What is gathered in the sheet is the result of a second vault_demo/3.transfer_funds.rho run.

https://docs.google.com/spreadsheets/d/1v5MJhKyzu1WgzAQo51rHt0TNXeBOffbQ9bUgldxHeUw/edit?usp=sharing

The trie structure weighs 7020 bytes.

It's easy to observe that there is one central PointerBlock which weighs 4929 bytes.

This cost seems to be very close to the lower bound for any change to the trie.
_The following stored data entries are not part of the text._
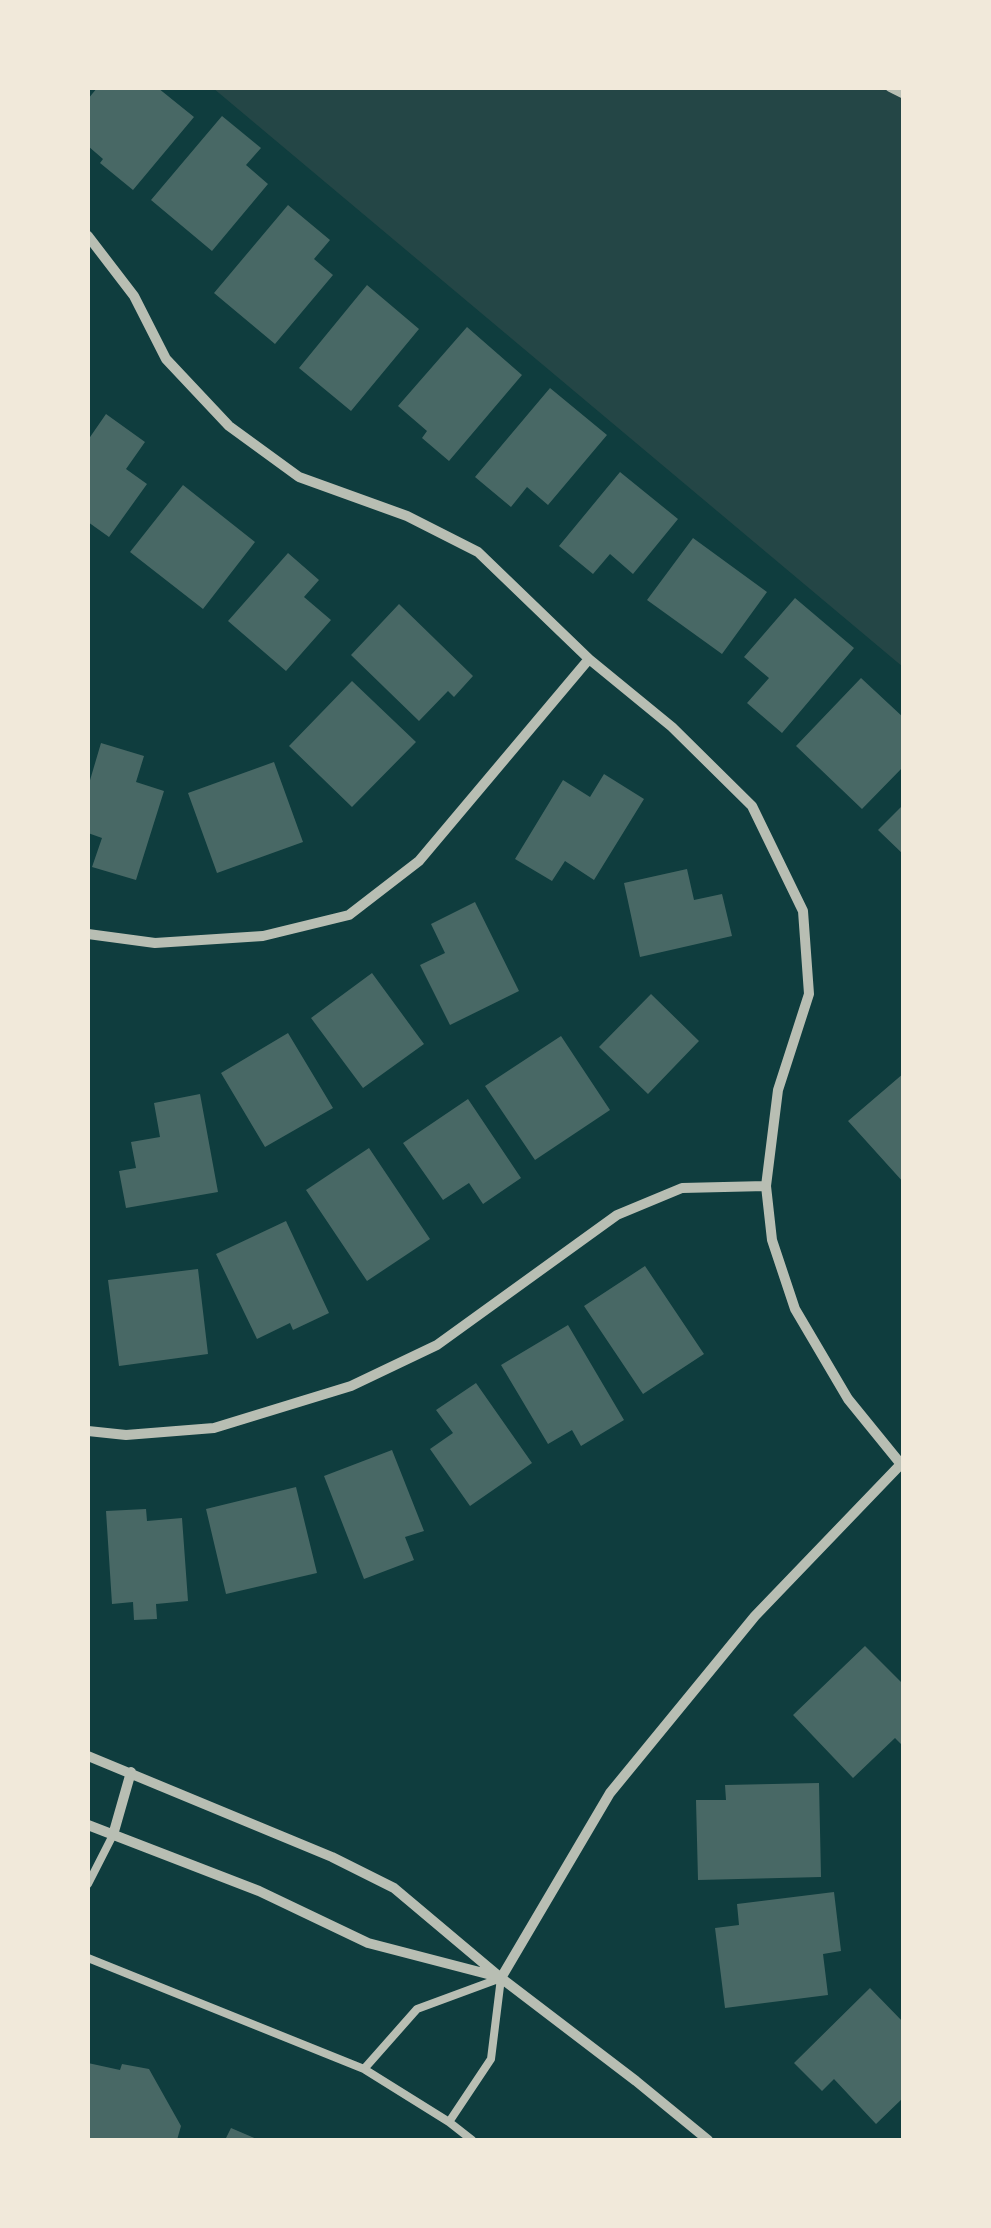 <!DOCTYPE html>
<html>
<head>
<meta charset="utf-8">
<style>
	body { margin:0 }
	#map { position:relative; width:991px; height:2228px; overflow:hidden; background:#0f3d3e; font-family:"Exo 2",sans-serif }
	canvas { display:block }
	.frame { position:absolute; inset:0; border:90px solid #f1e9da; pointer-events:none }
</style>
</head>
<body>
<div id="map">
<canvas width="991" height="2228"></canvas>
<div class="frame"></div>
</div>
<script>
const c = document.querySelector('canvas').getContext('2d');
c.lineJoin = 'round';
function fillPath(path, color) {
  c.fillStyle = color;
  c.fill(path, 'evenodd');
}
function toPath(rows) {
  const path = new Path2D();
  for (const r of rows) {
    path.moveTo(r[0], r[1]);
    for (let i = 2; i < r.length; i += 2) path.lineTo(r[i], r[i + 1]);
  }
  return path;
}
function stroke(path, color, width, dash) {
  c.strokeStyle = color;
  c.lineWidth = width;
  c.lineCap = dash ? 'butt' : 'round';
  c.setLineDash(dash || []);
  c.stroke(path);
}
fillPath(toPath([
	[213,88,903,88,903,667]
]), '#244646');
fillPath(toPath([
	[97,88,158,88,194,117,133,190,100,163,103,159,88,146,88,99],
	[222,116,261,148,246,165,268,184,212,251,151,200],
	[288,205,330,240,314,259,333,275,275,344,214,293],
	[367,285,419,329,351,411,299,368],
	[467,327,522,375,449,461,422,438,427,431,398,406],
	[550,388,607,435,548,505,527,487,511,507,475,477],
	[106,414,145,442,126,469,147,484,109,537,88,522,88,440],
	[620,472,678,519,633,574,610,554,593,574,559,546],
	[183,485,255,542,203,609,130,552],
	[693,538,767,592,722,654,647,600],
	[288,553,319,580,304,597,331,620,286,671,228,621],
	[795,598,854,648,782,733,747,703,769,678,744,657],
	[399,604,473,676,454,697,448,691,419,721,351,655],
	[861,678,904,718,904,766,862,809,796,746],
	[352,681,416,742,352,807,289,746],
	[101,743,144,756,136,782,164,791,136,880,92,867,102,838,88,833,88,787],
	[274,762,303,842,217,873,188,793],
	[604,774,644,799,594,880,565,861,552,881,515,859,563,780,590,797],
	[904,804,904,855,878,830],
	[687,869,694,900,722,894,732,936,640,957,624,883],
	[475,902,519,991,450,1025,420,965,445,953,431,924],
	[372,973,424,1044,363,1088,311,1018],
	[651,994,699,1041,648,1094,599,1047],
	[288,1033,333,1108,265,1147,221,1073],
	[561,1036,610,1110,535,1160,485,1086],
	[904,1073,904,1183,848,1121],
	[200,1094,218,1192,126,1208,119,1171,136,1168,131,1142,160,1137,154,1103],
	[468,1099,521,1178,483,1204,469,1183,443,1200,403,1143],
	[369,1148,430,1239,367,1281,306,1190],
	[286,1221,329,1313,293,1330,290,1323,257,1339,216,1254],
	[645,1266,704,1354,643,1394,584,1306],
	[198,1269,208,1354,119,1366,108,1280],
	[568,1325,624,1420,581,1446,572,1430,548,1444,501,1365],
	[476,1383,532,1463,470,1506,430,1449,453,1433,436,1410],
	[392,1450,424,1531,405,1537,414,1560,364,1579,324,1476],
	[296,1487,317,1573,226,1594,206,1509],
	[146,1509,147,1521,182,1518,188,1601,156,1604,157,1619,134,1620,133,1602,112,1604,106,1511],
	[865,1646,904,1685,904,1747,895,1738,853,1778,793,1715],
	[819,1783,821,1877,698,1880,696,1800,726,1800,725,1785],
	[834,1892,841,1951,823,1954,828,1995,725,2008,715,1928,739,1925,737,1904],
	[870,1988,904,2023,904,2097,876,2124,834,2079,822,2091,794,2063],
	[88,2063,120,2070,122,2064,149,2069,181,2126,177,2140,88,2140],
	[231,2128,259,2140,225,2140]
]), '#486865');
stroke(toPath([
	[890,88,904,95],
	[88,1884,113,1835],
	[88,1958,364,2069,449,2122,472,2140],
	[364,2069,417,2009,501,1978,491,2059,449,2122]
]), '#b8beb3', 8);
stroke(toPath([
	[88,236,134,296,166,359,229,426,299,477,407,516,478,552,589,659,672,727,752,806,803,911,809,994,778,1090,766,1186,772,1240,795,1309,848,1399,900,1463],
	[88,934,155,943,263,936,349,915,419,861,589,659],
	[88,1431,126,1435,214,1428,351,1386,437,1345,617,1215,682,1188,766,1186],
	[88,1756,332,1857,394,1888,501,1978,636,2081,708,2140],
	[88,1825,259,1891,368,1943,495,1976],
	[113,1835,131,1772],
	[501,1978,610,1793,755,1616,904,1461]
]), '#b8beb3', 10);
</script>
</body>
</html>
This would dictate that any actions on a block should focus on performing as much actions in memory and committing (checkpointing) as seldom as possible.

This also points to work done in RCHAIN-3453 - Getting issue details... STATUS

On a side note: RSpace Next does not hold a separate data bag for replay, so the data is not duplicated.

Thought

One could make a case that the highest level PointerBlocks (let's say 3 levels) will change constantly and will be heavily populated (256 * 32 bytes).

Maybe it would make sense to differentiate them from the pointer blocks that will live lower in the trie and invest in some sort of structure sharing.

But at the time of writing no such structure (that would save space) comes to mind.

At the same time if the deployments passed to trie creation are diverse enough this will become a mute point as the structure will be shared in a limited fashion.

This needs further investigation to merit any further code changes.